- Exercise
Please take the lines from the one holding "fill(building, '#4c4d48');" through the one holding "const street = new" in the data below and copy them exactly.

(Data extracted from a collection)
↓

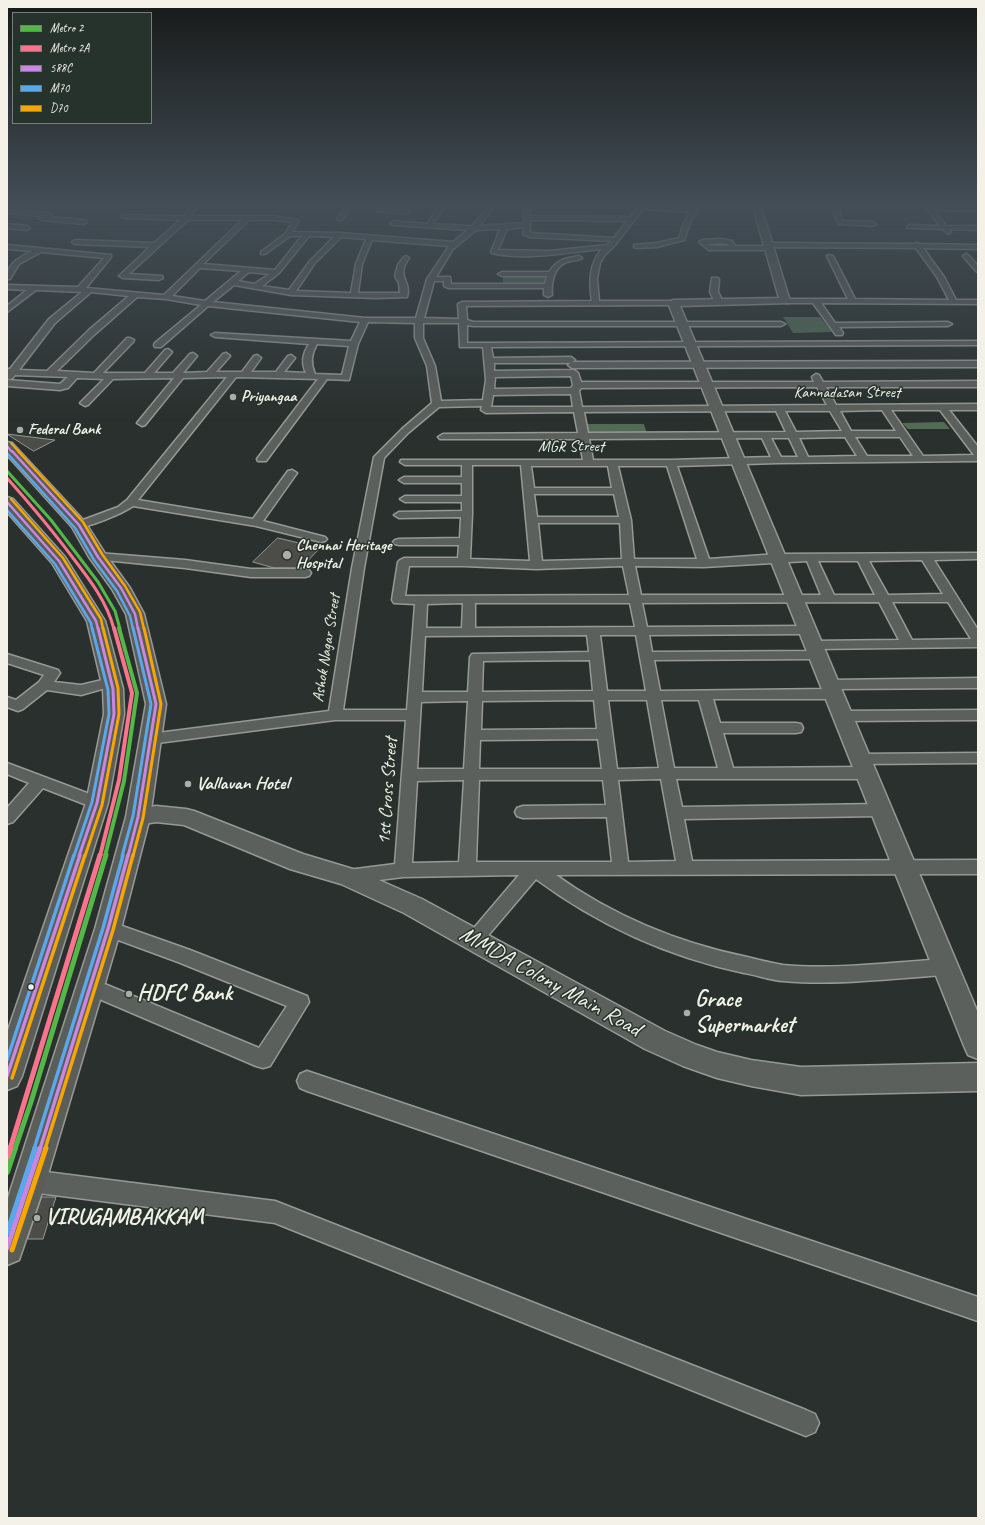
<!DOCTYPE html>
<style>
body{margin:0}
#map{position:relative;width:985px;height:1525px;overflow:hidden;background:#29302d;font-family:Caveat,sans-serif}
canvas{display:block}
.frame{position:absolute;inset:0;border:8px solid #f4f1e8;pointer-events:none}
.legend{position:absolute;left:12px;top:12px;width:140px;height:112px;box-sizing:border-box;background:#26332d;border:1px solid #787f78;margin:0;padding:5px 7px;list-style:none;font-size:12px;color:#f4f1e8}
.legend li{display:flex;align-items:center;gap:8px;height:20px}
.legend b{width:20px;border:1px solid #787f78}
</style>
<div id="map">
<canvas width="985" height="1525"></canvas>
<div class="frame"></div>
<ul class="legend">
<li><b style="height:5px;background:#53b848"></b>Metro 2</li>
<li><b style="height:5px;background:#fc738d"></b>Metro 2A</li>
<li><b style="height:5px;background:#c787e3"></b>588C</li>
<li><b style="height:5px;background:#5aa8eb"></b>M70</li>
<li><b style="height:5px;background:#f7a600"></b>D70</li>
</ul>
</div>
<script>
const ctx = document.querySelector('canvas').getContext('2d');
ctx.lineJoin = 'round';
function fill(path, color) {
  ctx.fillStyle = color;
  ctx.fill(path, 'evenodd');
}
function trace(path, color, width, dash) {
  ctx.strokeStyle = color;
  ctx.lineWidth = width;
  ctx.lineCap = dash ? 'butt' : 'round';
  ctx.setLineDash(dash || []);
  ctx.stroke(path);
}
function write(font, color, halo, rows, align = 'center') {
  ctx.font = font + ' Caveat,sans-serif';
  ctx.lineWidth = 3;
  ctx.setLineDash([]);
  ctx.textBaseline = 'middle';
  ctx.strokeStyle = halo;
  ctx.fillStyle = color;
  for (const [text, x, y, turn = 0] of rows) {
    ctx.save();
    ctx.translate(x, y);
    ctx.rotate((+turn || 0) * Math.PI / 180);
    ctx.textAlign = isNaN(turn) ? turn : align;
    if (halo) ctx.strokeText(text, 0, 0);
    ctx.fillText(text, 0, 0);
    ctx.restore();
  }
}
fill(new Path2D(`
 M503 274 548 275 545 286H503Z
 M783 317H820L832 332 793 333Z
 M944 422 950 429H908L902 423Z
 M585 424H644L647 434H587Z`), '#516b55');
const building = new Path2D(`
 M7 434 55 440 34 451Z
 M278 538 320 548 301 568H274L253 562Z
 M42 1197H56L43 1239H28Z`);
fill(building, '#4c4d48');
trace(building, '#969996', 1);
const street = new Path2D(`
 M191 207H198L191 216H273L298 220 299 221 292 232 339 233 453 242 468 230 393 225 390 223 393 221 427 224 438 207H444L433 224 467 226H472L488 207H494L479 226 524 223V207H530V216L630 217 638 207 695 209 698 211 691 220 684 240 657 247 636 248 634 247V245L657 243 679 238 685 220 691 212 643 209 615 245 604 256 600 263 597 279 599 301H676V305L466 306 467 320 473 322H781L785 324 781 326H473L467 325V343L978 341V345L491 347 493 358 571 357 575 360 571 363H494V371L574 370 578 373 581 382H814L812 377 816 374 819 375 823 382 978 381V387H826L836 405 978 404V410H949L978 447V461L778 463 677 466 709 559 778 554 978 553V559L934 560 978 630V647L813 649 808 648 806 645 808 642 813 641 899 640 879 602 642 603 647 627 807 626 812 627 813 630 812 633 807 634 649 635 652 652 817 651 822 652 824 655 822 658 817 659 654 660 660 691 830 689 825 688 823 685 825 682 830 680 978 678V688L834 689 839 691 841 694 839 697 834 699H713L720 723H796L801 724 803 728 801 732 796 733H723L733 768 866 767 871 769 874 773 871 777 866 779H676L682 807 881 804 887 806 889 810 887 814 881 816 684 819 692 861 978 860V874L556 875C613 916 679 943 747 957 759 960 771 963 783 965 837 970 892 962 946 959L952 961 955 967 952 973 946 975C892 978 837 986 783 981 770 980 757 975 744 973 669 957 598 925 536 879L480 945 474 948 468 945 465 940 468 935 519 875 403 877 348 884 342 882 340 877 342 872 348 870 395 864 406 720H335L150 744 145 743 143 739 145 735 150 734 329 711 352 568 374 457 402 429 432 403 427 366 415 338V323L368 322 358 344 349 380 327 379 266 461H258L257 459 318 379 236 377 138 500 253 519 288 471 292 470 297 473 263 521 325 537 327 539 325 541 321 542 256 526 133 506C125 512 85 530 75 527L73 525 75 523 118 507 127 500 227 377 183 378 145 425 142 426 137 423 174 378 113 379 88 405 85 406 80 403 104 379 77 378 68 388 60 390 7 386V380L60 384 68 377 15 375C13 378 11 380 7 379V369H10L49 319 82 292 36 290 7 312V306L27 290 7 289V285L78 287 104 258 41 252 19 264 10 279H7C7 263 19 258 32 251L7 249V245L111 255V257L86 288 164 295 242 220H188L129 274 162 276 163 278 159 280 123 278 119 276 150 247 75 244 72 242 75 240 154 243 180 220 124 218 121 216 122 215 184 216ZM249 220H273L292 222 286 233 261 252V254H265L290 236H302L275 270 203 264ZM530 220 627 221 614 238 530 233ZM524 227 523 234 530 237 612 241 607 245 550 251 498 250 507 229ZM500 229 491 252 492 253C528 261 566 252 602 249 589 264 589 282 592 301L462 302 458 304 459 319 424 318 434 281H444V286L448 288H544V295L548 297 552 295C551 283 554 266 567 262 572 260 578 261 582 258L579 256C565 258 557 260 549 272H502L498 274 502 276H547L545 284H451L450 277H436L453 249 476 230ZM309 236 334 237 310 261 289 290 262 286 279 273ZM341 237 366 239 356 264 351 293 296 291 315 263ZM372 240 449 246 427 279 416 318H365L213 302 234 285 291 295 376 298 407 297C412 280 395 278 409 258L406 256 404 257 398 265 395 276 399 283 400 293H358L362 264ZM200 268 241 271 205 301 172 296ZM249 272 270 274 254 284 238 281ZM91 292 129 296 89 330 47 371 19 370 55 323ZM137 297 166 299 201 305 155 343 154 345 155 347H161L208 306 360 322 351 341 215 333 211 335 215 337 309 344C303 353 301 363 306 373L284 372 295 358 291 355 288 356 276 372H251L261 358 257 355 254 356 242 372H216L230 356 226 353 223 354 207 372 183 373 197 356 193 353 190 354 173 373H154L172 352 168 349 165 350 145 373H103L133 342 134 340 130 338H127L94 373 57 371 95 334ZM423 323H459L460 347H483L486 380 483 400 441 401 435 366 423 338ZM317 344 349 346 342 375 315 374C310 363 311 354 317 344ZM571 376 573 385 571 388 494 389 495 377ZM817 387 827 405 582 407 579 391 581 388ZM571 394 573 407H491L493 395ZM482 406 481 410 486 413 574 412 578 433 443 434 438 437 440 439H579L583 460H401L400 462 405 465H462V477H404L399 480 404 483H462V496H405L400 499 405 502H462V511L399 512 394 515 399 518 461 517 460 538 399 539 395 540 393 542 395 544 399 545H459L458 558H404L400 560 398 562 392 600 394 603 415 604 407 710H343L364 568 384 458 408 433 439 407ZM882 410 896 431H851L840 411ZM891 410H940L974 455 923 456ZM776 411 786 432 588 433 584 412ZM785 411H830L842 431 796 432ZM845 437 857 456 808 457 799 438ZM855 437H900L913 456H867ZM762 438 771 457 671 460H593L589 439ZM771 438H789L798 457H781ZM472 465H521L530 561 470 559 472 514ZM531 466H608L612 488H534ZM618 466H667L697 559H634L631 520ZM534 494H614L619 517H537ZM538 523H620L622 559 542 561ZM922 560 943 594 888 595 869 561ZM807 561 821 595H641L635 566 704 567ZM818 561H858L875 595H834ZM409 566H464L536 569 623 566 629 595 405 596ZM892 602H948L971 639 912 640ZM463 603 462 628H426L427 604ZM475 603H630L635 627 475 628ZM587 635 589 652 472 654 470 657 468 692H422L425 636ZM600 635H636L646 691H607ZM590 660 593 691 482 692 483 661ZM594 700 597 729 481 730 482 701ZM608 700H647L659 768 617 769ZM661 700H699L718 768H674ZM468 701 464 769H417L421 702ZM598 739 602 769H479L480 740ZM661 779 676 861 628 862 618 780ZM464 780 459 862 412 863 417 781ZM479 780H603L606 805 523 806 517 808 515 812 517 816 523 818 607 817 612 862H476Z
 M346 207H352L342 220H338L337 219Z
 M835 207H841L839 212 843 221 873 222 876 224 873 226 839 224 833 212Z
 M926 207H978V211L934 210 946 226H978V230L949 229 951 232 948 234 943 229 908 228 907 227 910 225 940 226Z
 M379 208 407 210 410 212 407 214 377 211 376 210Z
 M7 209 49 213 52 215 50 217 84 220 87 222 84 224 42 220 39 218 41 216 7 213Z
 M7 224 27 226 30 228 27 230 7 228Z
 M721 239 732 241 735 246H765L766 244 768 243 914 244 917 243 920 244 978 245V249L923 248 944 277 956 300H978V304L821 303 835 323 948 322 952 324 948 326 839 327 843 333 842 335H836L813 303H785L781 301 785 299H848L827 256 828 255 833 256 855 299 949 300 937 277 916 248 772 247 771 249 769 250H709L699 242 702 240ZM721 243 728 244 729 246H711L708 244Z
 M966 254 968 255 978 266V272L976 271 963 256Z
 M712 278H718L719 280 718 292 723 302 722 304H716L710 292Z
 M978 361V367L572 368 568 365 572 362Z
 M98 553 185 560 251 569H305L309 570 311 573 309 576 305 577H251L185 568 94 559 92 557 94 555Z
 M7 654 58 670 60 673 54 682 81 685 111 678 116 679 118 682 116 685 81 695 47 690 23 709 18 711 7 707V697L16 700 39 682 44 675 7 663Z
 M978 710V720L842 721 837 719 835 716 837 713 842 711Z
 M978 753V763L860 764 855 763 853 759 855 755 860 754Z
 M7 763 103 799 105 803 103 807 97 809 43 788 13 822 7 824V808L29 783 7 774Z
 M108 921 190 950 307 996 309 1002 270 1066 263 1068 256 1066 83 992 81 986 83 980 90 978 259 1048 287 1006 178 962 102 934 99 929 102 924Z
 M307 1071 978 1297V1321L307 1091 300 1088 297 1081 300 1074Z
 M30 1170 275 1201 806 1410 815 1414 819 1423 815 1432 806 1436 275 1223 30 1192 22 1189 19 1181 22 1173Z`);
const secondary = new Path2D(`
 M753 207H761L790 301 789 303 680 306 978 1013V1059L968 1055 964 1046 668 303 673 300 779 298Z
 M156 806 186 809 194 811 303 854 356 870 422 899 665 1031 697 1045 717 1052 751 1060 801 1067 978 1063V1091L801 1095 751 1086 717 1078 683 1066 645 1049 404 913 341 884 290 869 184 825 156 822 138 825 130 823 127 817 130 811Z`);
const primary = new Path2D(`
 M7 442 12 443 85 522 106 555 130 588 144 614 166 704 150 817 121 929 46 1181 19 1260 7 1265V1201L95 929 126 817 146 704 126 614 112 589 89 557 72 527 7 455Z
 M7 497 13 499 65 557 105 621 123 689 124 714 108 803 22 1076 17 1086 7 1090V1033L86 803 104 714 103 689 87 621 52 563 7 512Z`);
trace(street, '#969996', 3);
trace(secondary, '#969996', 3);
trace(primary, '#969996', 3);
fill(street, '#5c605c');
fill(secondary, '#5c605c');
fill(primary, '#5b5d58');
trace(new Path2D(`
 M7 446 12 452`), '#c787e3', 2);
trace(new Path2D(`
 M12 451 79 525 98 557 121 588 135 614 138 629
 M7 502 59 561 96 621 98 629`), '#c787e3', 2.5);
trace(new Path2D(`
 M79 856 97 803 114 714 113 689 98 628
 M128 856 138 817 156 704 138 628`), '#c787e3', 3);
trace(new Path2D(`
 M7 1076 80 855
 M40 1149 108 929 128 855`), '#c787e3', 3.5);
trace(new Path2D(`
 M7 1248 40 1148`), '#c787e3', 5);
trace(new Path2D(`
 M7 453 75 528 94 560 117 591 130 616 133 629
 M7 510 55 564 91 623 92 629`), '#5aa8eb', 2.5);
trace(new Path2D(`
 M74 856 92 802 109 714 108 690 92 628
 M122 856 133 816 151 704 133 628`), '#5aa8eb', 3);
trace(new Path2D(`
 M7 1060 74 855
 M34 1149 103 928 123 855`), '#5aa8eb', 3.5);
trace(new Path2D(`
 M7 1233 35 1148`), '#5aa8eb', 5);
trace(new Path2D(`
 M11 443 19 452`), '#f7a600', 2);
trace(new Path2D(`
 M18 451 83 522 102 554 125 586 140 612 144 629
 M11 499 63 558 101 619 103 629`), '#f7a600', 2.5);
trace(new Path2D(`
 M85 856 102 805 119 714 118 688 103 628
 M133 856 143 818 161 704 144 628`), '#f7a600', 3);
trace(new Path2D(`
 M12 1078 85 855
 M45 1149 113 930 133 855`), '#f7a600', 3.5);
trace(new Path2D(`
 M12 1250 46 1148`), '#f7a600', 5);
trace(new Path2D(`
 M7 471 51 520 98 582 115 611 120 629`), '#53b848', 3);
trace(new Path2D(`
 M105 856 124 781 137 693 119 628`), '#53b848', 4);
trace(new Path2D(`
 M15 1149 31 1102 106 855`), '#53b848', 5);
trace(new Path2D(`
 M7 1172 15 1148`), '#53b848', 6);
trace(new Path2D(`
 M7 478C30 504 52 530 73 558 90 580 107 602 114 629`), '#fc738d', 3);
trace(new Path2D(`
 M100 856 119 780 132 693 114 628`), '#fc738d', 4);
trace(new Path2D(`
 M10 1149 100 855`), '#fc738d', 5);
trace(new Path2D(`
 M7 1157 10 1148`), '#fc738d', 6);
const sky = ctx.createLinearGradient(0, 0, 0, 421);
sky.addColorStop(0, '#171a19');
sky.addColorStop(0.49, '#434e57');
sky.addColorStop(1, '#434e5700');
ctx.fillStyle = sky;
ctx.fillRect(0, 0, 985, 421);
for (const [x, y, r, color] of [
 [233,397,4,"#adada7"],
 [20,430,4,"#adada7"],
 [287,555,5,"#adada7"],
 [188,784,4,"#adada7"],
 [31,987,3.5,"#f4f1e8"],
 [129,994,4,"#adada7"],
 [687,1013,4,"#adada7"],
 [37,1218,4,"#adada7"]
]) {
  const dot = new Path2D();
  dot.arc(x, y, r, 0, 2 * Math.PI);
  ctx.fillStyle = color;
  ctx.fill(dot);
  trace(dot, '#26332d', 1.5);
}
write('16px', '#f4f1e8', '#26332d', [
 ["Kannadasan Street",847,393],
 ["MGR Street",571,447],
 ["Ashok Nagar Street",327,648,-81]
]);
write('bold 16px', '#f4f1e8', '#26332d', [
 ["Priyangaa",241,397],
 ["Federal Bank",28,430],
 ["Chennai Heritage",296,546],
 ["Hospital",296,564]
], 'left');
write('bold 19px', '#f4f1e8', '#26332d', [
 ["Vallavan Hotel",196,784]
], 'left');
write('19px', '#f4f1e8', '#26332d', [
 ["1st Cross Street",388,791,-86]
]);
write('23px', '#f4f1e8', '#26332d', [
 ["MMDA Colony Main Road",550,982,29]
]);
write('bold 23px', '#f4f1e8', '#26332d', [
 ["HDFC Bank",137,994],
 ["Grace",695,1000],
 ["Supermarket",695,1026],
 ["VIRUGAMBAKKAM",45,1218]
], 'left');
</script>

↑

- Task result
fill(building, '#4c4d48');
trace(building, '#969996', 1);
const street = new Path2D(`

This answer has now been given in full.